## TASK DESCRIPTION
Extract, in full, the lines below, beginning at the first and ending with the line that contains "2px #888086) drop-shadow(0". Pictures do not belong in the copy.

━━ PROVIDED DATA

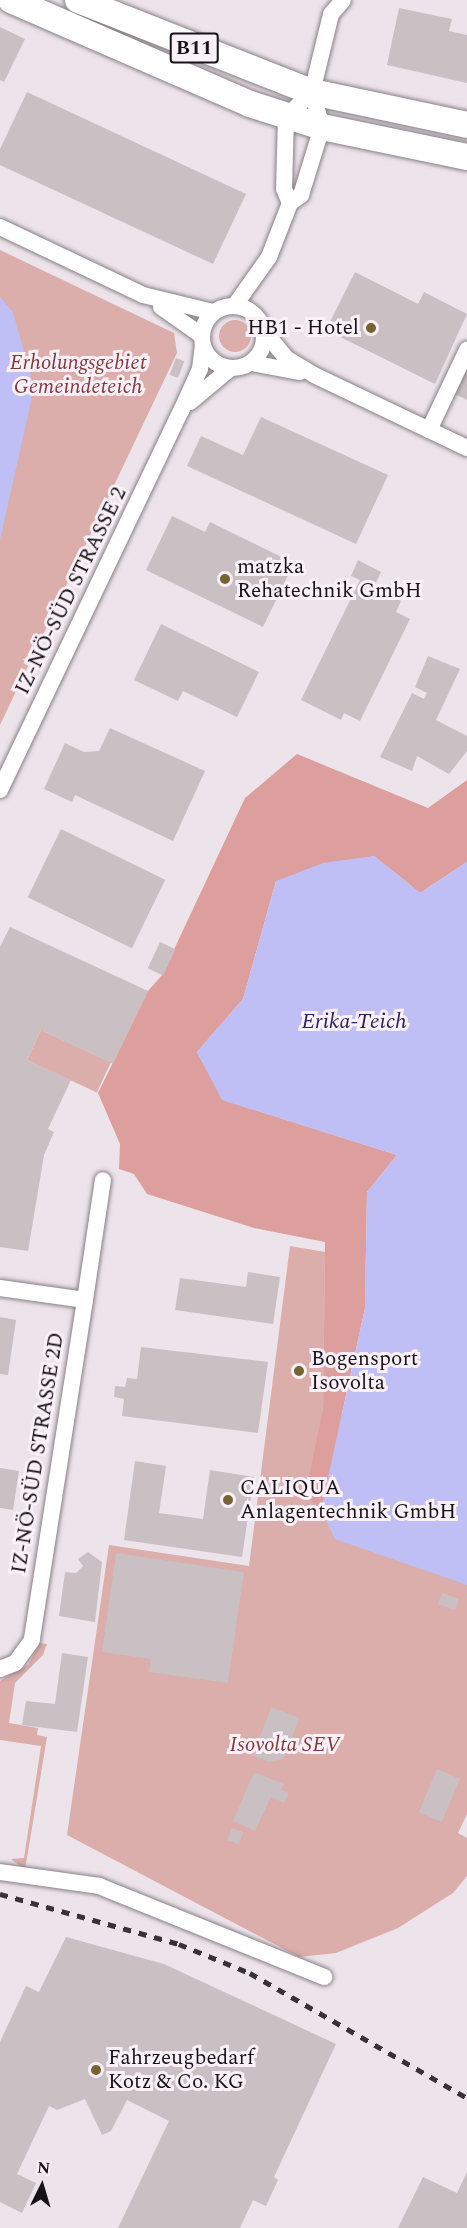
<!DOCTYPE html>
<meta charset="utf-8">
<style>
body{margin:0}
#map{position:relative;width:467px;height:2228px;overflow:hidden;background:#ede4eb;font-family:Spectral,serif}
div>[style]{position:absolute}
.green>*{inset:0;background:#dbadab;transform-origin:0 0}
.round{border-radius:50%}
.forest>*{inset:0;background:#dd9f9d}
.water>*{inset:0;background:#c0bff5}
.building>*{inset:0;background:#cabfc2;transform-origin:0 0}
.roads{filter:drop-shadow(0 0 2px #888086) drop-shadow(0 0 2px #888086)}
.minor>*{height:16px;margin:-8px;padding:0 8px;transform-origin:8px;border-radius:8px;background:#fff}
.minor>.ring{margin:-8px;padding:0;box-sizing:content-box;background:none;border:16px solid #fff;border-radius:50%}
.primary>*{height:26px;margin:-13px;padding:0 13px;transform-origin:13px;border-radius:13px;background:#fff}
.rail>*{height:4.5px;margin-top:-2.25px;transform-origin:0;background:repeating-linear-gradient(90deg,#363236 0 8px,transparent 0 16px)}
.dots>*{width:16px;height:16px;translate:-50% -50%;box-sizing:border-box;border:3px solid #faf1f8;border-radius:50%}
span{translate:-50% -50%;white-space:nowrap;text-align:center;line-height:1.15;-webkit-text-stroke:6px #faf1f8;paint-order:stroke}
.shield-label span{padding:2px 4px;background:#faf1f8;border:2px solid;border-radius:4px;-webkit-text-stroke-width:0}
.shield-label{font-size:20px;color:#161316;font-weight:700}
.poi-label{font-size:21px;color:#161316}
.right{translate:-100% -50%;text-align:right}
.left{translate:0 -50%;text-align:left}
.park-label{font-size:21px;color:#843839;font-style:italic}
.street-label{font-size:21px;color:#161316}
.water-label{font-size:22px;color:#2c2260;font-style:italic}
.north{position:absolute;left:12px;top:2156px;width:60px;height:60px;-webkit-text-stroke:4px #faf1f8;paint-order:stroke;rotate:5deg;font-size:16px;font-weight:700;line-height:24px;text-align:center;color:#161316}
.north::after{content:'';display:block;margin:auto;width:21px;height:27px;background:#161316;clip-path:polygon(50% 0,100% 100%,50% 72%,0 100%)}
</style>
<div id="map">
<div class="green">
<i style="clip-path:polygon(0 250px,174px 333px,177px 353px,0 725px)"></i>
<i class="round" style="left:219px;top:320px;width:32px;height:32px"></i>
<i style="left:41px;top:1030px;width:77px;height:33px;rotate:25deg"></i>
<i style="clip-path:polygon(290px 1246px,325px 1252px,323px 1410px,467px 1448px,467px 1814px,458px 1833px,467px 1838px,467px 1876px,453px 1893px,398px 1928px,336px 1953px,299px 1957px,67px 1835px,109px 1545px,249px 1566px)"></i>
<i style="clip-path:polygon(40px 1643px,47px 1644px,43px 1655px,15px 1683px,9px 1723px,38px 1728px,37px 1735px,47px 1737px,25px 1870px,11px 1859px,24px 1858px,41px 1746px,0 1740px,0 1681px,28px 1665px)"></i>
</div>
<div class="forest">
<i style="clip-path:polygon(297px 754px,428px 808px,467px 780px,467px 862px,420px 893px,374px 856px,276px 881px,243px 999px,197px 1052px,223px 1100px,397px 1155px,367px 1192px,365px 1308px,321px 1510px,305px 1495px,323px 1410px,325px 1242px,254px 1228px,147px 1194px,134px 1174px,119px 1169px,120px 1144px,98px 1093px,148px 991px,162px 975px,245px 798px)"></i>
</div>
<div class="water">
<i style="clip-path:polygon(0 297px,13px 312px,34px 388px,0 540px)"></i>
<i style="clip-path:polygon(374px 856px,420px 893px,467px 862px,467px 1585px,335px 1539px,321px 1510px,365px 1308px,367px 1192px,397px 1155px,222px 1100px,197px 1052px,243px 999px,276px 881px,323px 863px)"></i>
</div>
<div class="building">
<i style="clip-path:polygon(399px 8px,452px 19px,449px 31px,467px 35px,467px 83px,387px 65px)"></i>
<i style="clip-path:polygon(0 27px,25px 39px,4px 82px,0 80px)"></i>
<i style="clip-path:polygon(27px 92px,246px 194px,213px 264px,0 165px,0 149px)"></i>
<i style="clip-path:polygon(355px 272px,418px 304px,424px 292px,467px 314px,435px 384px,326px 330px)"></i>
<i style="left:176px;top:358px;width:9px;height:18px;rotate:21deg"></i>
<i style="clip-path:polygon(467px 369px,467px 400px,455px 394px)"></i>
<i style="clip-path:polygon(261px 417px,388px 475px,356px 544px,187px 466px,201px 436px,243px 455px)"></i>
<i style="clip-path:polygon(172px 516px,205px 532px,210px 522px,294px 563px,263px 627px,146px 570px)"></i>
<i style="clip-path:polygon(358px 560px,381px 572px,374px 587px,401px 601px,396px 612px,410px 619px,360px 721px,344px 713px,341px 720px,301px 700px,360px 580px,351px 576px)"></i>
<i style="clip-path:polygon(161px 624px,259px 672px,237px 717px,183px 691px,178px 701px,134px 680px)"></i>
<i style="clip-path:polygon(428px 656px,460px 669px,436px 720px,467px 736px,467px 751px,449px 774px,417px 756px,412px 771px,380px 757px,412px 693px,424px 699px,427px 693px,415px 687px)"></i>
<i style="clip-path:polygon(110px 728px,205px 771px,173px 841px,75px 795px,72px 802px,44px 789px,65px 743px,84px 752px,99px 751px)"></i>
<i style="left:61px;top:829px;width:116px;height:76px;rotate:26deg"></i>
<i style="clip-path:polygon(10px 927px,148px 991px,113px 1064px,41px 1030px,27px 1060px,71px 1080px,48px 1129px,54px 1132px,44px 1155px,28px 1251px,0 1247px,0 947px)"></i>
<i style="left:160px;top:942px;width:17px;height:29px;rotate:25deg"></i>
<i style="clip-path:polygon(248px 1272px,280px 1277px,273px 1324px,175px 1310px,180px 1278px,246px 1287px)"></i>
<i style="clip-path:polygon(0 1317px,16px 1320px,8px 1375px,0 1374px)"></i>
<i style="clip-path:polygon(141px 1347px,268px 1362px,258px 1433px,122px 1416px,124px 1399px,114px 1397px,115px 1386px,125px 1387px,127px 1378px,137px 1379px)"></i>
<i style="clip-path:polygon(135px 1461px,166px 1466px,159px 1513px,203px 1519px,210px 1470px,254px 1477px,242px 1557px,124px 1540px)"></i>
<i style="clip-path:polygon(0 1468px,19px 1471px,13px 1510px,0 1508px)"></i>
<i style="left:264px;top:1481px;width:26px;height:7px;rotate:9deg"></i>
<i style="clip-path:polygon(88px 1552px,102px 1562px,95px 1622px,59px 1616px,65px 1572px,76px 1573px,83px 1566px,78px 1559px)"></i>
<i style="clip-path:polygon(116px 1553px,244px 1572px,228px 1683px,149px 1672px,151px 1659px,102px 1652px)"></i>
<i style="left:442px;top:1593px;width:18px;height:12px;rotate:19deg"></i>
<i style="clip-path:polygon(62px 1653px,88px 1657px,77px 1732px,22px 1725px,26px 1701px,55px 1704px)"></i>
<i style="clip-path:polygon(271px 1707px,300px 1718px,283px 1759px,269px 1762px,253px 1756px)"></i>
<i style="left:437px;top:1769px;width:25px;height:47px;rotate:23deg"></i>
<i style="clip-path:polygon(254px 1772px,284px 1784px,281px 1790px,289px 1793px,284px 1803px,271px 1797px,255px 1831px,233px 1821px)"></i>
<i style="left:232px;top:1828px;width:12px;height:13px;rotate:20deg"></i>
<i style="clip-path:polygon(66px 1937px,164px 1964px,336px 2044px,274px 2177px,278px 2180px,266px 2206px,253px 2200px,240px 2228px,118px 2228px,169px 2121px,127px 2100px,111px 2131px,102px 2135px,85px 2099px,57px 2110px,49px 2106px,17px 2174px,36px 2183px,22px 2213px,0 2202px,0 2042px,26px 1986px,39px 1992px)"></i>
<i style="clip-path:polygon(467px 2172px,467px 2228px,398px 2228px,423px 2177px,457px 2193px)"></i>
</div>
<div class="roads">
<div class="minor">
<i style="left:312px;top:92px;width:80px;rotate:-76.3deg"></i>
<i style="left:331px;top:14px;width:18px;rotate:-49deg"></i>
<i style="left:290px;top:203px;width:15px;rotate:-113deg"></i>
<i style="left:284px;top:189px;width:72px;rotate:-88.4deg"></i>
<i style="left:286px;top:117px;width:36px;rotate:-44deg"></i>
<i style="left:0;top:227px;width:158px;rotate:25.4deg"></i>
<i style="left:143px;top:295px;width:72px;rotate:13.7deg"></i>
<i style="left:235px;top:305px;width:59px;rotate:-54.7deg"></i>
<i style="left:269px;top:257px;width:58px;rotate:-68.7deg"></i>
<i style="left:290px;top:203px;width:14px;rotate:-36deg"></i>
<i style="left:301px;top:195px;width:71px;rotate:-72.8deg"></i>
<i style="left:322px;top:127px;width:36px;rotate:-106deg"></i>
<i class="ring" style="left:202px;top:306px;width:46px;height:46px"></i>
<i style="left:161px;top:307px;width:49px;rotate:35deg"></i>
<i style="left:265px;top:332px;width:33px;rotate:51deg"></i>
<i style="left:286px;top:358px;width:33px;rotate:31deg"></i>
<i style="left:314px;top:375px;width:170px;rotate:25.5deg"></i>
<i style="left:251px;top:363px;width:50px;rotate:10.4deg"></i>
<i style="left:190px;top:402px;width:53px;rotate:-39.7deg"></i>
<i style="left:429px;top:430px;width:89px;rotate:-64.6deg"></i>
<i style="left:0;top:790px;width:420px;rotate:-64.5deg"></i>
<i style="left:181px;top:411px;width:46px;rotate:-65.7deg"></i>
<i style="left:200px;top:369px;width:23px;rotate:-83deg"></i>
<i style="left:0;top:1288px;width:86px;rotate:8deg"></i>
<i style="left:85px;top:1300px;width:344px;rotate:98.9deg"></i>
<i style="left:32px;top:1640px;width:29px;rotate:126deg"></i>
<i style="left:15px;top:1663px;width:16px;rotate:158deg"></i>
<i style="left:85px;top:1300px;width:121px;rotate:-81.5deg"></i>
<i style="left:0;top:1872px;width:100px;rotate:8deg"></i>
<i style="left:99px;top:1886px;width:243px;rotate:22deg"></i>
</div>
<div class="primary">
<i style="left:11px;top:0;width:261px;rotate:23.5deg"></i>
<i style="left:250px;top:104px;width:76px;rotate:17.7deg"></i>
<i style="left:322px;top:127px;width:148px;rotate:11.7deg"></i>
<i style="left:78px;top:0;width:251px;rotate:21.5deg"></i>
<i style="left:312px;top:92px;width:158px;rotate:12deg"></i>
</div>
</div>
<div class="rail">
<i style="left:0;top:1894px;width:186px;rotate:15.6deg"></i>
<i style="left:179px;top:1944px;width:77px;rotate:22.2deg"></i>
<i style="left:250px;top:1973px;width:250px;rotate:29.9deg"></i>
</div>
<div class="dots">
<i style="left:371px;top:328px;background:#736431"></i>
<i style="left:225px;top:579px;background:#736431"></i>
<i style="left:299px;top:1371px;background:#736431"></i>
<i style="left:228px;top:1500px;background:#736431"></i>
<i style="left:96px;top:2070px;background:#736431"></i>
</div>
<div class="shield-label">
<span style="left:194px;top:48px">B11</span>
</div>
<div class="poi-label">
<span class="right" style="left:359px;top:328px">HB1 - Hotel</span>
<span class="left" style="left:237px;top:579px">matzka<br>Rehatechnik GmbH</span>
<span class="left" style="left:311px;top:1371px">Bogensport<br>Isovolta</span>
<span class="left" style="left:240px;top:1500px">CALIQUA<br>Anlagentechnik GmbH</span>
<span class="left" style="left:108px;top:2070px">Fahrzeugbedarf<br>Kotz &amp; Co. KG</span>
</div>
<div class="park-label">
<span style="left:78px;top:375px">Erholungsgebiet<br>Gemeindeteich</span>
<span style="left:285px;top:1745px">Isovolta SEV</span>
</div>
<div class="street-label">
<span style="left:71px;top:591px;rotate:-64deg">IZ-NÖ-SÜD STRASSE 2</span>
<span style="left:38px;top:1453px;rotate:-81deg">IZ-NÖ-SÜD STRASSE 2D</span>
</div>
<div class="water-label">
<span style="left:354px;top:1022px">Erika-Teich</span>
</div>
<div class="north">N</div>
</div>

━━━━

## SOLVED PROBLEM
<!DOCTYPE html>
<meta charset="utf-8">
<style>
body{margin:0}
#map{position:relative;width:467px;height:2228px;overflow:hidden;background:#ede4eb;font-family:Spectral,serif}
div>[style]{position:absolute}
.green>*{inset:0;background:#dbadab;transform-origin:0 0}
.round{border-radius:50%}
.forest>*{inset:0;background:#dd9f9d}
.water>*{inset:0;background:#c0bff5}
.building>*{inset:0;background:#cabfc2;transform-origin:0 0}
.roads{filter:drop-shadow(0 0 2px #888086) drop-shadow(0 0 2px #888086)}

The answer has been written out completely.